*** Raw data Section Begins ***

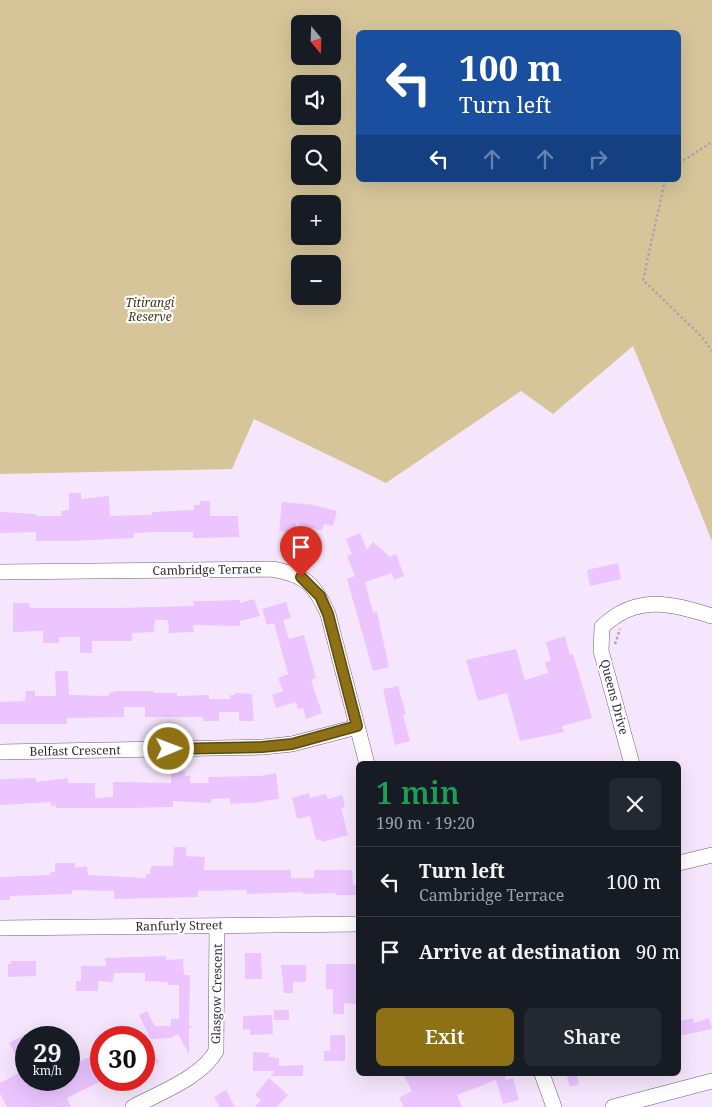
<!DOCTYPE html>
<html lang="en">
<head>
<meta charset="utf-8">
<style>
  :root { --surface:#171b24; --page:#242831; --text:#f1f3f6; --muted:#9ea1a6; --line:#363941; --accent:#8e7115 }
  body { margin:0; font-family:"Noto Serif",serif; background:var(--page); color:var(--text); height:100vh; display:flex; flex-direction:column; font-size:19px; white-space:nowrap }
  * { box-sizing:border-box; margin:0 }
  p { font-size:16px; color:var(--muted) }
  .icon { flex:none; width:28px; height:28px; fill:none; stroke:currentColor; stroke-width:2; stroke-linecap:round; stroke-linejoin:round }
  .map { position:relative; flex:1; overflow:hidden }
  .sheet { position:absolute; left:356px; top:761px; width:325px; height:315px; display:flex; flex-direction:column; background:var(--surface); border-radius:8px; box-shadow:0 5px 20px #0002 }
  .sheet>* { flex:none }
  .hud { position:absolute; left:356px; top:30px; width:325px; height:152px; border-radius:8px; box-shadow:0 5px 20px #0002; background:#1a4fa0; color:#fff; overflow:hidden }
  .needle { width:32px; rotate:161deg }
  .controls { position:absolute; left:291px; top:15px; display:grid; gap:10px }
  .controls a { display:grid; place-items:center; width:50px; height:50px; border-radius:8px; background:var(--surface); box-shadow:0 5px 20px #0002; font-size:25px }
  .speed { position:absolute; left:15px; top:1026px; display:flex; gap:10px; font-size:25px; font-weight:700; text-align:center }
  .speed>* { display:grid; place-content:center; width:65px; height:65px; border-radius:50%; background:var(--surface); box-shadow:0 5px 20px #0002; line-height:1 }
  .speed small { font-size:12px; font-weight:400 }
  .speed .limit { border:8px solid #d22; background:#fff; color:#111 }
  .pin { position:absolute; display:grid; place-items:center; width:42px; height:42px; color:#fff; margin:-51px -21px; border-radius:50% 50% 50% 0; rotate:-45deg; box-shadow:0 0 5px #0007 }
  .pin .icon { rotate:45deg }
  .me { position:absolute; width:55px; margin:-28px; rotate:89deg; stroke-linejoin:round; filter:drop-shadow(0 0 4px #0008) }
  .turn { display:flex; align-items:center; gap:18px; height:105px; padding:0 20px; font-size:22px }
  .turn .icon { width:65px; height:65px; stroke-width:2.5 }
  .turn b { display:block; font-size:35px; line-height:42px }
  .lanes { display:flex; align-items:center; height:48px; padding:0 20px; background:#0003; justify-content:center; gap:25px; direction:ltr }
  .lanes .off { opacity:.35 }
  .round { display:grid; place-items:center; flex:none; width:52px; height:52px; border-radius:8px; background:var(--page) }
  .headline { display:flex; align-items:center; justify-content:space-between; height:85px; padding:0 20px }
  h1 { font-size:30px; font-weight:600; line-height:38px; color:#1e9e55 }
  .cta { display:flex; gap:10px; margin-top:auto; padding:10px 20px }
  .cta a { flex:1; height:58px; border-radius:8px; background:var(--accent); color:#fff; font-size:20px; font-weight:600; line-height:58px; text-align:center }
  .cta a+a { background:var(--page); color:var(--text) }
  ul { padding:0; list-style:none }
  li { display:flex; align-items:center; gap:15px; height:70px; padding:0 20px; border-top:1px solid var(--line) }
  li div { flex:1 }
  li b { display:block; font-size:19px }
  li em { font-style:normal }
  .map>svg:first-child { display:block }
</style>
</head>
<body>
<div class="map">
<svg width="712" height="1107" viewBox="0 0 712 1107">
  <rect width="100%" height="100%" fill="#f6e6fd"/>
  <path fill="#d6c599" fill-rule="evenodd" d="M0,0H712V541L633,346L553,414L521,391L386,483L254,419L232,469L0,474ZM300,24H332V56H300ZM679,32V180H359V32ZM300,84H332V116H300ZM300,144H332V176H300ZM300,204H332V236H300ZM300,264H332V296H300Z"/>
  <g fill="#ecc4ff">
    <path d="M69,493H81V499L109,496L110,516L152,515V512L194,510V505H200V501H210V516H238L239,537L193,538V532H154L134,533V538L69,541H36V532L0,533V512L36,514V516H62L61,511L69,510Z"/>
    <path d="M282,502L314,505L337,511L333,526L324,524L322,531L296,523L295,533L279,531Z"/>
    <path d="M360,533L367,550L373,542L390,557L396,554L404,576L394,580L392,573L365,582L373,613L377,612L389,667L373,671L347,579L355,576L347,556L352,554L346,539Z"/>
    <path d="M618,563L621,579L590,586L587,570Z"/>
    <path d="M254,599L260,616L240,621V626L193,625L194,632L169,633L168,620H155L154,632L132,633V641H92V653H80V637H59V643H43V631L13,632V603H29L30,608H116L194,606L193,601H209L240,600V603Z"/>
    <path d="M286,602L291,618L283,620L289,639L304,635L316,678L311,680L322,713L306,719L303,708L298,709L296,702L276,708L272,695L283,691L278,678L288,674L274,623L267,625L262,609Z"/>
    <path d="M565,636L570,655L573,654L592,718L562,726L564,732L520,741L507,693L478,701L466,660L516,649L525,680L548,673L545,662L551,661L546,642Z"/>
    <path d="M55,671H68L69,695L109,696V693L118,691H153V693H177V696L209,695V699H230V695H235V693L252,694L254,721H239V712H219V721H203V717H145V707H124V717L67,718V724H0V702L25,701L26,691H35V696H56Z"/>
    <path d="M398,686L406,714L403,715L410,741L395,745L383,689Z"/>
    <path d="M185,771V776H190V783H209L208,777L261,776L276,773L279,799L262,801L263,802L230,804V798L211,799V803L173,801V807L128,808H56V805L51,806V802L0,805V779L36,778V782L68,778V783H95V798L113,797V782L171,783V772Z"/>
    <path d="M309,793L310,798L326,794L328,799L342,795L345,807L341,808L348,835L322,842L321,839L316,840L310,816L297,819L292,798Z"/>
    <path d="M174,847H186V856L205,857L204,870H291V878H314V870H352L353,885H358V895H336V893L303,894V892L247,894V890L198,891V897L114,899V891L72,890V894L10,896V900H0V877L51,875L50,872H55V863H75V868L87,866L88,875L146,878V874H150L151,866H173Z"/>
    <path d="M245,953H261L262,979H245Z"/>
    <path d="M166,956V960L183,959L184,975H190L189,1026H194L189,1028V1054L178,1034L171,1038L151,1039L139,1015L147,1011L155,1026H171V1019H179V985H168V982L145,981V973H114L113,982L98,981V991H76V981H81V966H106L105,958Z"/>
    <path d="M11,961H36V976L8,977V964H11Z"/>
    <path d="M326,964H359L357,1004L344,1003V1014H333V989H326Z"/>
    <path d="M281,965H306V982H293V993H284Z"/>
    <rect x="274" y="1010" width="15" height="10"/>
    <path d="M272,1015L273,1034L250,1035V1029L243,1030V1016Z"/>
    <path d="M693,1018L694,1023L709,1018L712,1029L679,1036V1027L682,1026L680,1021Z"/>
    <path d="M144,1032L159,1062L144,1070Z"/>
    <path d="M26,1034V1080H69V1067L101,1051V1081L67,1098L71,1107H7L0,1094V1083L24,1070L9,1043Z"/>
    <path d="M330,1035H345V1061H324V1051H330Z"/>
    <path d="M253,1052L269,1053V1057L279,1058V1066L303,1065V1076H271L275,1071H253Z"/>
    <path d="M403,1074H511L505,1077L506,1080L513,1078L519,1100L503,1104L496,1080L457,1095L462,1107H404L399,1098L412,1091Z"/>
    <path d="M566,1074H577L579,1084L570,1087Z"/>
    <path d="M269,1078L288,1095L277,1107H255L261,1100L255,1095Z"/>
    <path d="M226,1090L235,1107H220L214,1097Z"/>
  </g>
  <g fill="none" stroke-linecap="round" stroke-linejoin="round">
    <g stroke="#6c5e72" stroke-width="16">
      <g id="minor">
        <path d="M0,572L271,569C304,574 315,584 328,614L367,764"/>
        <path d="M0,752L263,747L292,744L357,727"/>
        <path d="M632,764L601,651L602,627C636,594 671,603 712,616"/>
        <path d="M679,863L712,855"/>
        <path d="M0,928L359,924"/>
        <path d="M542,1074L554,1107"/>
        <path d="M133,1107C159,1093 202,1077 216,1051L217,926"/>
        <path d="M613,1107L712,1081"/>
      </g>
    </g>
    <g stroke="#aea2b4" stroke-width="2.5" stroke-dasharray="2.5 2.5" stroke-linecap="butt">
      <path d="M679,163L712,142"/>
      <path d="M665,180L643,280L702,337L712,351"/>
      <path d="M615,644L620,629"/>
    </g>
    <use href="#minor" stroke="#fff" stroke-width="15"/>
  </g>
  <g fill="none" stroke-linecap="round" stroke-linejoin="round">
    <g stroke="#5c490e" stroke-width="12">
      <path id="route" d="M169,749L262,747L292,744L357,726L328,614L320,596L301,577"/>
    </g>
    <use href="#route" stroke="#8e7115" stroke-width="9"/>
  </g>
  <g text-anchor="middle" stroke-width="4.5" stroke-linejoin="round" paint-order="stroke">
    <g font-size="12" font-style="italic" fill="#403516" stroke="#fff">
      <text x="150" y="307">Titirangi<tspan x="150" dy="14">Reserve</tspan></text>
    </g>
    <g font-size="12" fill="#2f2932" stroke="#fff">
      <text transform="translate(207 570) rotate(-1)" y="4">Cambridge Terrace</text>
      <text transform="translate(614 697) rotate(75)" y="4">Queens Drive</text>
      <text transform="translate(75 751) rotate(-1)" y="4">Belfast Crescent</text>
      <text transform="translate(179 926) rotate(-1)" y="4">Ranfurly Street</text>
      <text transform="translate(217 994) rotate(-89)" y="4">Glasgow Crescent</text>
    </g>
  </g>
</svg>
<div class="controls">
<a><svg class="needle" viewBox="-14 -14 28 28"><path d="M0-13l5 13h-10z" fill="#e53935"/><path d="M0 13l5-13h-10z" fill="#9ea1a6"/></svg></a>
<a><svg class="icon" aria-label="sound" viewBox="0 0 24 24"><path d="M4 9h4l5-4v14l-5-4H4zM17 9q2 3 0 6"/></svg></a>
<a><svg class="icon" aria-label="search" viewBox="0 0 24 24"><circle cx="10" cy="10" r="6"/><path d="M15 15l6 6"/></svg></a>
<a>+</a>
<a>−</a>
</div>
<div class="speed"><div>29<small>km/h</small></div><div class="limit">30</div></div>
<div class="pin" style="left:301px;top:577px;background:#d93025"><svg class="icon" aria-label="arrive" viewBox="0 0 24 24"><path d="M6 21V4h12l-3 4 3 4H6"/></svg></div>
<svg class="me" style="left:169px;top:749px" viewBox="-20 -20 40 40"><circle r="17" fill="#8e7115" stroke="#fff" stroke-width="3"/><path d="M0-11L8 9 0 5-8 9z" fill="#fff"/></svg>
<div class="hud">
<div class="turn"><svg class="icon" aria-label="left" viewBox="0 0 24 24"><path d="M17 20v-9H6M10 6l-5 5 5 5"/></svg><div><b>100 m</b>Turn left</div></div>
<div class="lanes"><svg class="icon" aria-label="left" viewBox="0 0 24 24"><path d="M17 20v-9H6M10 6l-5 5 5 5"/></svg><svg class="icon off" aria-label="ahead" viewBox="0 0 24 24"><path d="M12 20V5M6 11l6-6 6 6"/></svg><svg class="icon off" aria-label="ahead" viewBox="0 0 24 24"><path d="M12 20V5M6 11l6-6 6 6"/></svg><svg class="icon off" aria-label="right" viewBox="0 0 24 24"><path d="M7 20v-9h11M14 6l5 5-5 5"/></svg></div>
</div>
<section class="sheet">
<div class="headline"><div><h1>1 min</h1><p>190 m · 19:20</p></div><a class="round"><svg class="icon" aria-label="close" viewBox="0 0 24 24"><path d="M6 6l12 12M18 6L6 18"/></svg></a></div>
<ul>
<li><svg class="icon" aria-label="left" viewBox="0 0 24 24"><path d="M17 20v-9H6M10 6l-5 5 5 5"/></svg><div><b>Turn left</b><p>Cambridge Terrace</p></div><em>100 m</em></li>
<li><svg class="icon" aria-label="arrive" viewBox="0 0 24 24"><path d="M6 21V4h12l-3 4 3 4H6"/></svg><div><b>Arrive at destination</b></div><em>90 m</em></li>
</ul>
<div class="cta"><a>Exit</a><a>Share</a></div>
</section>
</div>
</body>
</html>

*** Raw data Section Ends ***

*Your objective*
Through the line containing "position:absolute; left:356px; top:761px;" and no further, restate the data above word for word from its first line, leaving out pictures.

*Exercise answer*
<!DOCTYPE html>
<html lang="en">
<head>
<meta charset="utf-8">
<style>
  :root { --surface:#171b24; --page:#242831; --text:#f1f3f6; --muted:#9ea1a6; --line:#363941; --accent:#8e7115 }
  body { margin:0; font-family:"Noto Serif",serif; background:var(--page); color:var(--text); height:100vh; display:flex; flex-direction:column; font-size:19px; white-space:nowrap }
  * { box-sizing:border-box; margin:0 }
  p { font-size:16px; color:var(--muted) }
  .icon { flex:none; width:28px; height:28px; fill:none; stroke:currentColor; stroke-width:2; stroke-linecap:round; stroke-linejoin:round }
  .map { position:relative; flex:1; overflow:hidden }
  .sheet { position:absolute; left:356px; top:761px; width:325px; height:315px; display:flex; flex-direction:column; background:var(--surface); border-radius:8px; box-shadow:0 5px 20px #0002 }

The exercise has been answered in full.